La réponse à cette question est bien évidemment multi-factorielle et répond à des logiques qui dépassent le champ économique. Toutefois, il existe une dynamique économique propre au secteur du spectacle vivant qui contribue sans aucun doute à nourrir ce recours à l’emploi temporaire. Celle-ci a été décrite dans Performing Arts : The Economic Dilemma, écrit en 1966 par les économistes William Baumol et William Bowen. Ce livre résulte d’une commande de la Fondation Ford qui souhaitait alors comprendre pourquoi les orchestres et théâtres qu’elle finançait se retrouvaient systématiquement en déficit. En étudiant plusieurs orchestres et théâtres importants aux États-Unis ainsi que plusieurs théâtres de Broadway, les économistes sont parvenus à la conclusion suivante : le secteur du spectacle vivant souffre d’une augmentation permanente et incontrôlée de ses coûts de personnel. Ces coûts représentent l’essentiel de ses dépenses, en raison des hausses importantes et constantes de productivité dans le gros de l’économie états-unienne.

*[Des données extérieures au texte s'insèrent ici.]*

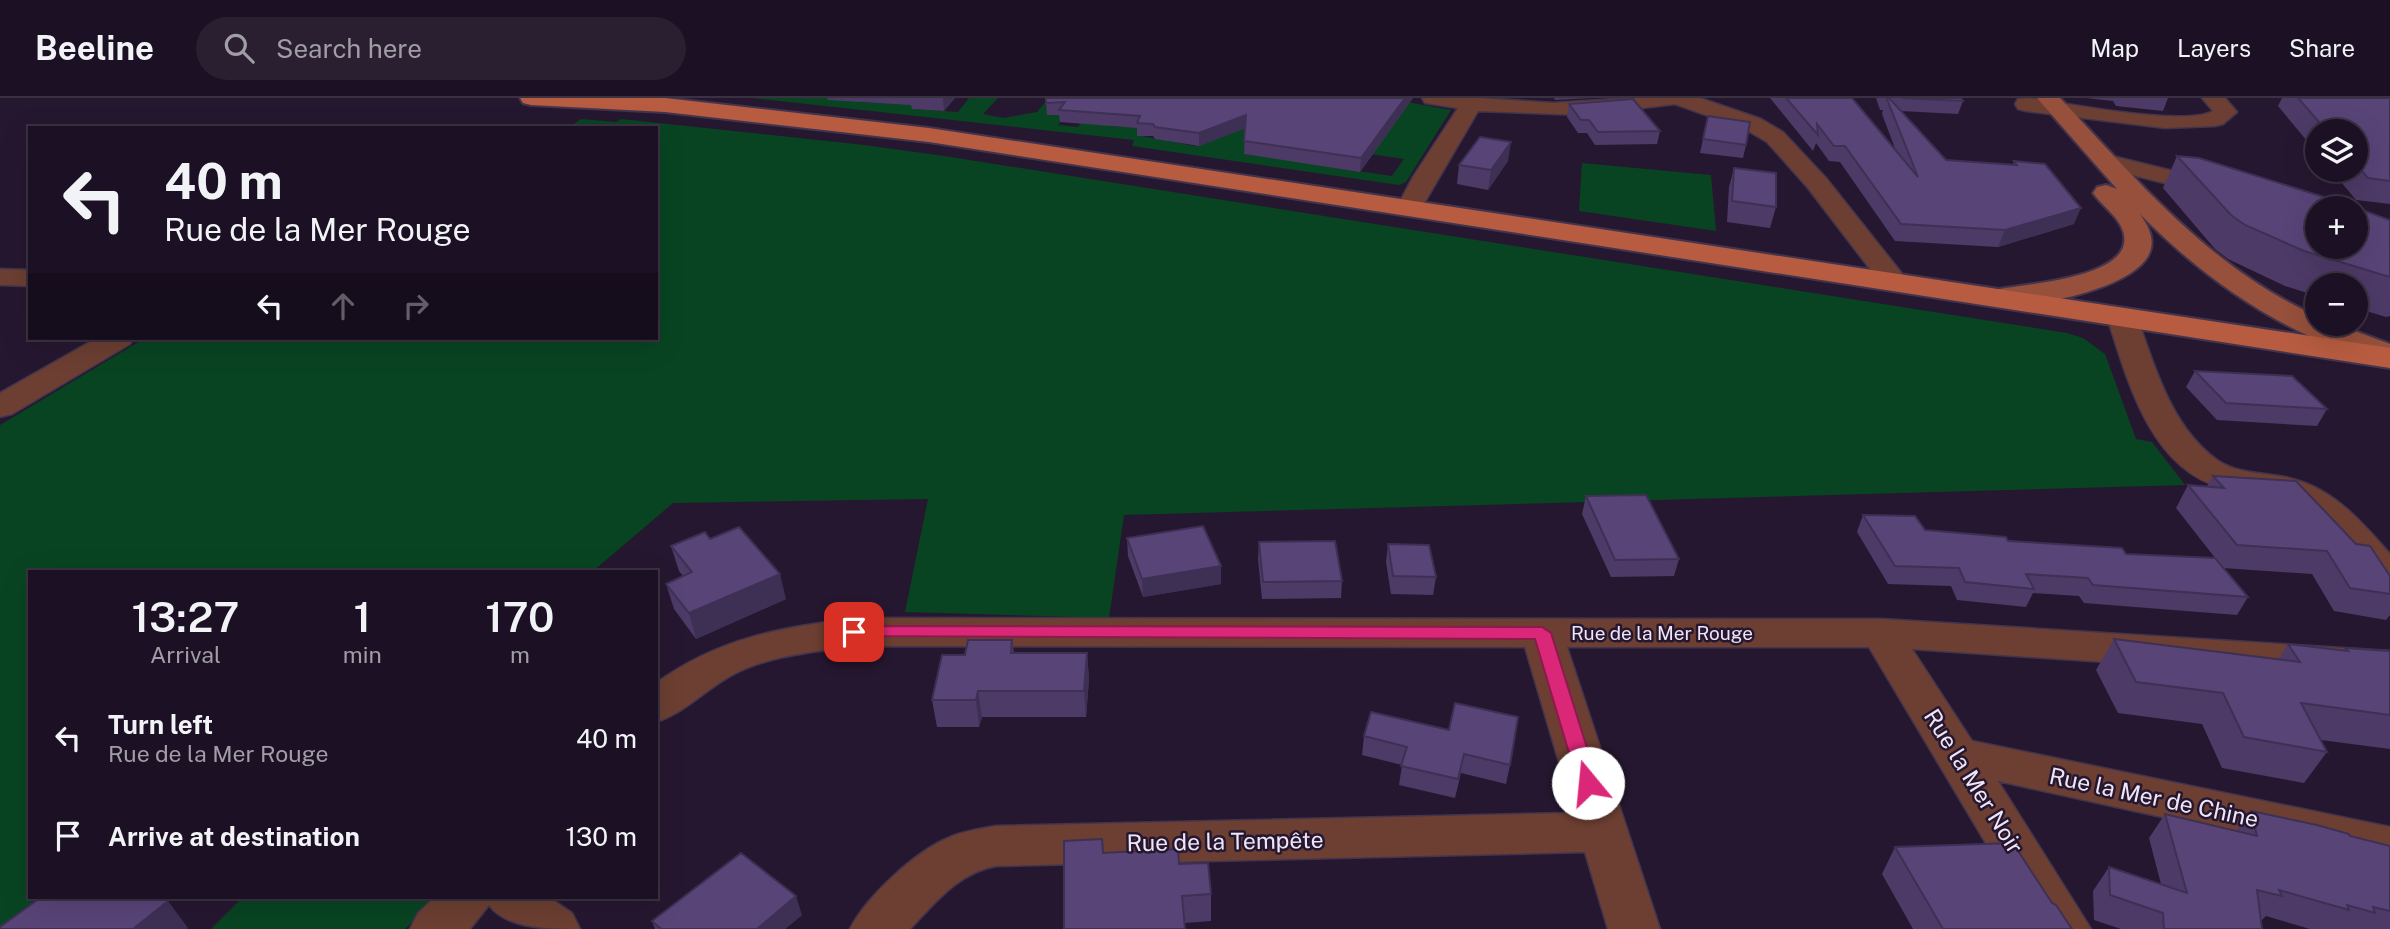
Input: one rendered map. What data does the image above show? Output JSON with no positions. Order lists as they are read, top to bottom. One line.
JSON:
{"streets":{"street":["Rue de la Mer Rouge","Rue la Mer Noir","Rue la Mer de Chine","Rue de la Tempête"]},"crossings":[["Rue de la Mer Rouge","Rue la Mer Noir"],["Rue la Mer Noir","Rue la Mer de Chine"]],"page":{"header":"Beeline","search":"Search here","nav":["Map","Layers","Share"],"map_buttons":["+","−"],"turn":["40 m","Rue de la Mer Rouge"],"eta":["13:27","Arrival","1","min","170","m"],"list":[{"name":"Turn left","note":"Rue de la Mer Rouge","value":"40 m"},{"name":"Arrive at destination","value":"130 m"}]}}
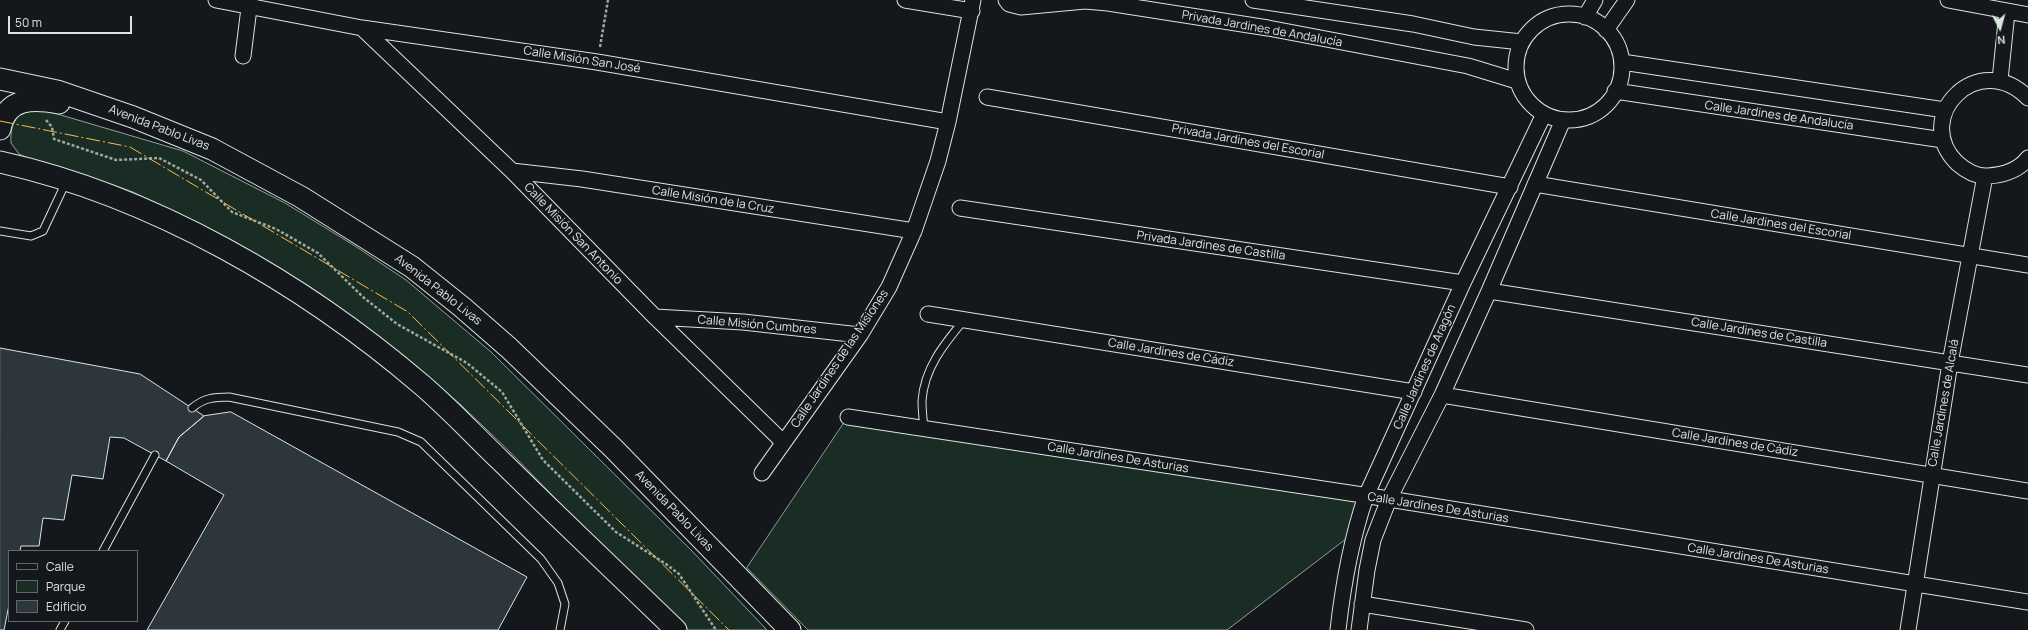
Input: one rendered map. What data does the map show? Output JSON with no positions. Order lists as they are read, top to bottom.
{
  "streets": {
    "main road": ["Avenida Pablo Livas"],
    "street": [
      "Privada Jardines de Andalucía",
      "Calle Misión San José",
      "Calle Jardines de Andalucía",
      "Privada Jardines del Escorial",
      "Calle Misión de la Cruz",
      "Calle Jardines del Escorial",
      "Calle Misión San Antonio",
      "Privada Jardines de Castilla",
      "Calle Misión Cumbres",
      "Calle Jardines de Castilla",
      "Calle Jardines de Cádiz",
      "Calle Jardines de las Misiones",
      "Calle Jardines de Aragón",
      "Calle Jardines de Alcalá",
      "Calle Jardines De Asturias"
    ]
  },
  "crossings": [
    ["Privada Jardines de Andalucía", "Calle Jardines de Andalucía"],
    ["Privada Jardines de Andalucía", "Calle Jardines de Aragón"],
    ["Calle Misión San José", "Calle Misión San Antonio"],
    ["Calle Misión San José", "Calle Jardines de las Misiones"],
    ["Calle Jardines de Andalucía", "Calle Jardines de Aragón"],
    ["Privada Jardines del Escorial", "Calle Jardines de Aragón"],
    ["Calle Misión de la Cruz", "Calle Misión San Antonio"],
    ["Calle Misión de la Cruz", "Calle Jardines de las Misiones"],
    ["Calle Jardines del Escorial", "Calle Jardines de Aragón"],
    ["Calle Jardines del Escorial", "Calle Jardines de Alcalá"],
    ["Calle Misión San Antonio", "Calle Misión Cumbres"],
    ["Calle Misión San Antonio", "Calle Jardines de las Misiones"],
    ["Privada Jardines de Castilla", "Calle Jardines de Aragón"],
    ["Calle Misión Cumbres", "Calle Jardines de las Misiones"],
    ["Calle Jardines de Castilla", "Calle Jardines de Aragón"],
    ["Calle Jardines de Castilla", "Calle Jardines de Alcalá"],
    ["Calle Jardines de Cádiz", "Calle Jardines de Aragón"],
    ["Calle Jardines de Cádiz", "Calle Jardines de Alcalá"],
    ["Calle Jardines de Aragón", "Calle Jardines De Asturias"],
    ["Calle Jardines de Alcalá", "Calle Jardines De Asturias"]
  ],
  "legend": ["Calle", "Parque", "Edificio"],
  "scale_bar": "50 m",
  "north": "bottom"
}
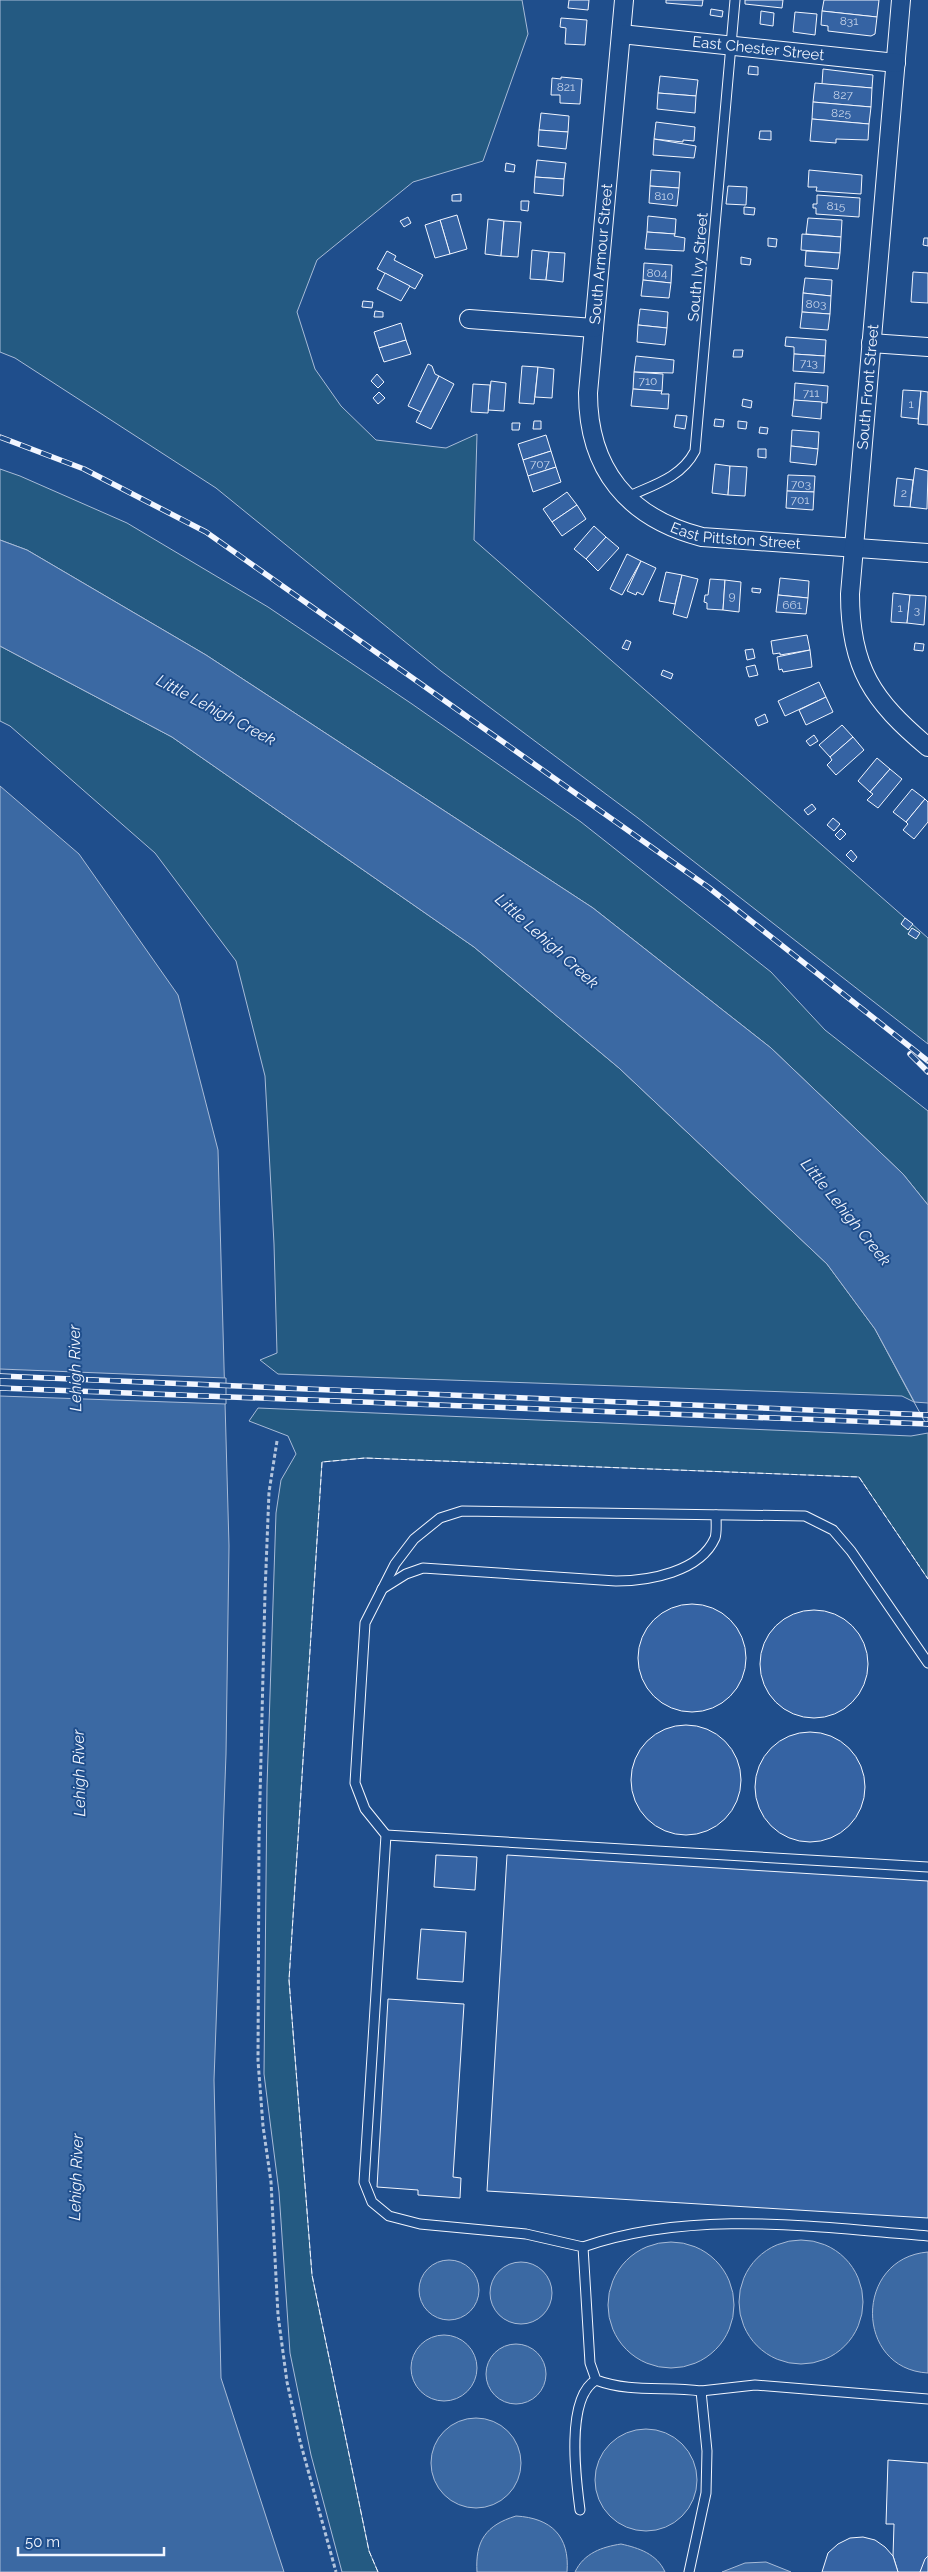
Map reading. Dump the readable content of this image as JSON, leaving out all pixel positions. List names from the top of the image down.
{
  "streets": {
    "street": [
      "East Chester Street",
      "South Armour Street",
      "South Front Street",
      "East Pittston Street"
    ],
    "lane": ["South Ivy Street"]
  },
  "crossings": [
    ["East Chester Street", "South Armour Street"],
    ["East Chester Street", "South Ivy Street"],
    ["East Chester Street", "South Front Street"],
    ["South Armour Street", "South Ivy Street"],
    ["South Armour Street", "East Pittston Street"],
    ["South Ivy Street", "East Pittston Street"],
    ["South Front Street", "East Pittston Street"]
  ],
  "water": ["Little Lehigh Creek", "Lehigh River"],
  "house_numbers": [
    "831",
    "821",
    "827",
    "825",
    "810",
    "815",
    "804",
    "803",
    "713",
    "710",
    "711",
    "1",
    "707",
    "703",
    "2",
    "701",
    "9",
    "661",
    "1",
    "3"
  ],
  "scale_bar": "50 m"
}
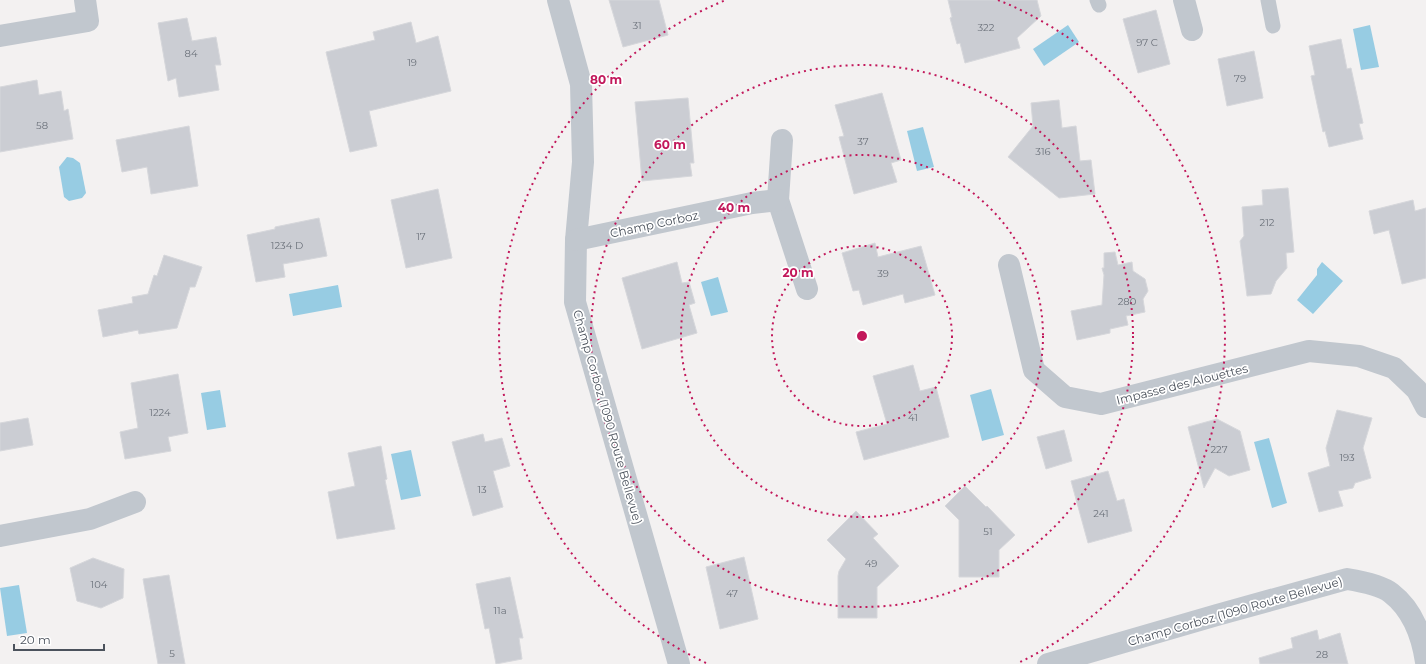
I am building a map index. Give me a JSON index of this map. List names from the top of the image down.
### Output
{
  "streets": {
    "street": ["Champ Corboz", "Impasse des Alouettes", "Champ Corboz (1090 Route Bellevue)"]
  },
  "crossings": [
    ["Champ Corboz", "Champ Corboz (1090 Route Bellevue)"]
  ],
  "house_numbers": [
    "31",
    "322",
    "97 C",
    "84",
    "19",
    "79",
    "58",
    "37",
    "316",
    "212",
    "17",
    "1234 D",
    "39",
    "280",
    "1224",
    "41",
    "227",
    "193",
    "13",
    "241",
    "51",
    "49",
    "104",
    "47",
    "11a",
    "5",
    "28"
  ],
  "scale_bar": "20 m",
  "rings": [
    "80 m",
    "60 m",
    "40 m",
    "20 m"
  ]
}
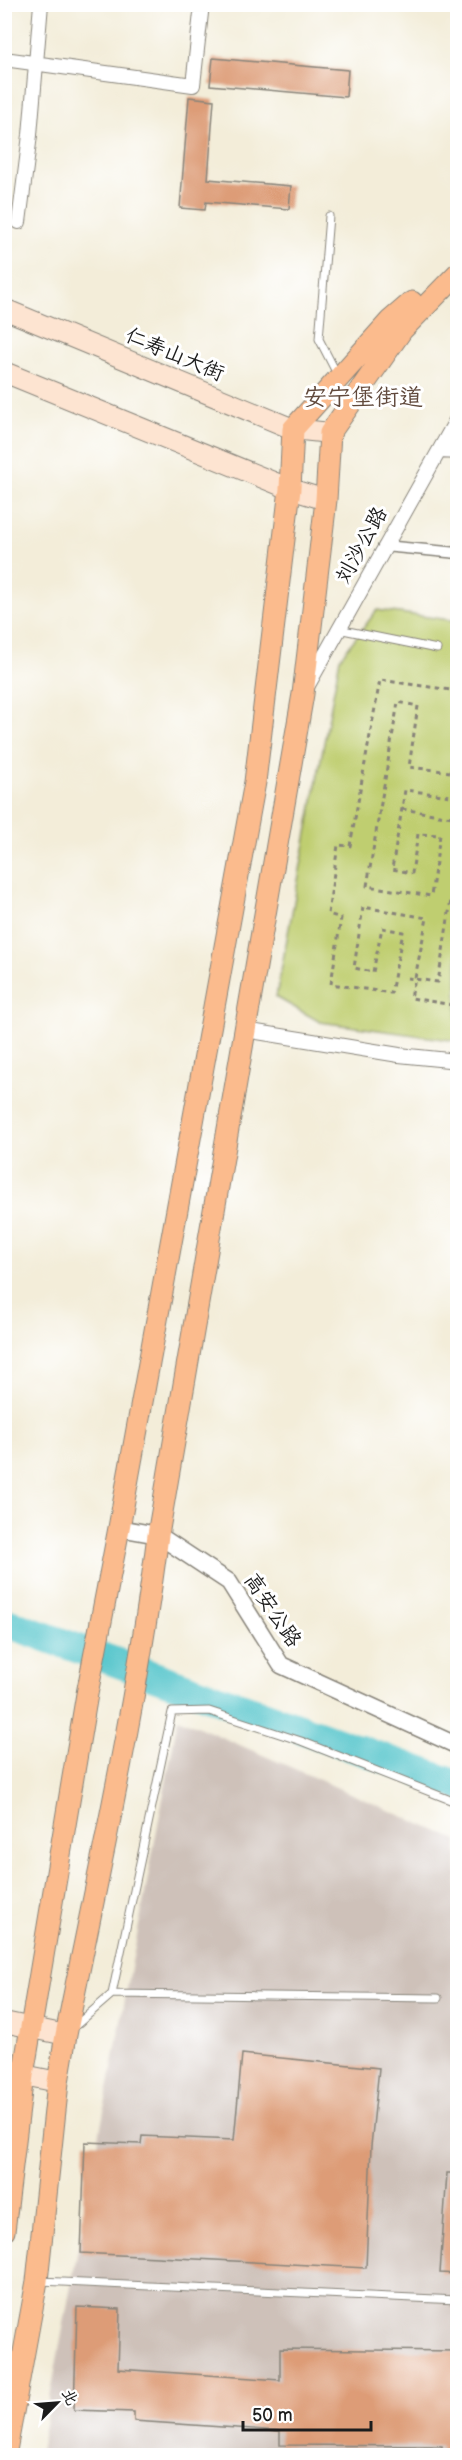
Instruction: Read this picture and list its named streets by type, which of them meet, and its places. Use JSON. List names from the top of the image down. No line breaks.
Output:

Le mécanisme est le suivant : les progrès technologiques permettent à l’industrie, formant alors le gros du PIB états-unien, de faire exploser sa productivité. L’industrie produit plus et vend plus, elle augmente ses bénéfices et potentiellement ses marges. Elle redistribue une part de ces nouveaux bénéfices aux salariés qui voient donc leurs revenus augmenter indépendamment de l’inflation. En conséquence, le coût de la vie augmente au niveau national. Le secteur du spectacle vivant, en revanche, ne bénéficie pas de gains de productivité induits par les progrès technologiques : les moyens humains nécessaires à la mise en place d’une représentation restent à peu près les mêmes. Le secteur est en revanche contraint d’augmenter les rémunérations de ses employés. En effet, l’élévation du coût moyen de la vie implique une hausse de celles-ci afin qu’elles puissent garantir la subsistance des artistes et techniciens. Les dépenses des théâtres et orchestres augmentent alors sans qu’elles puissent être compensées par des hausses de revenu. Il se crée alors un déficit budgétaire systématique dans ces structures que les économistes nomment la « maladie des coûts ».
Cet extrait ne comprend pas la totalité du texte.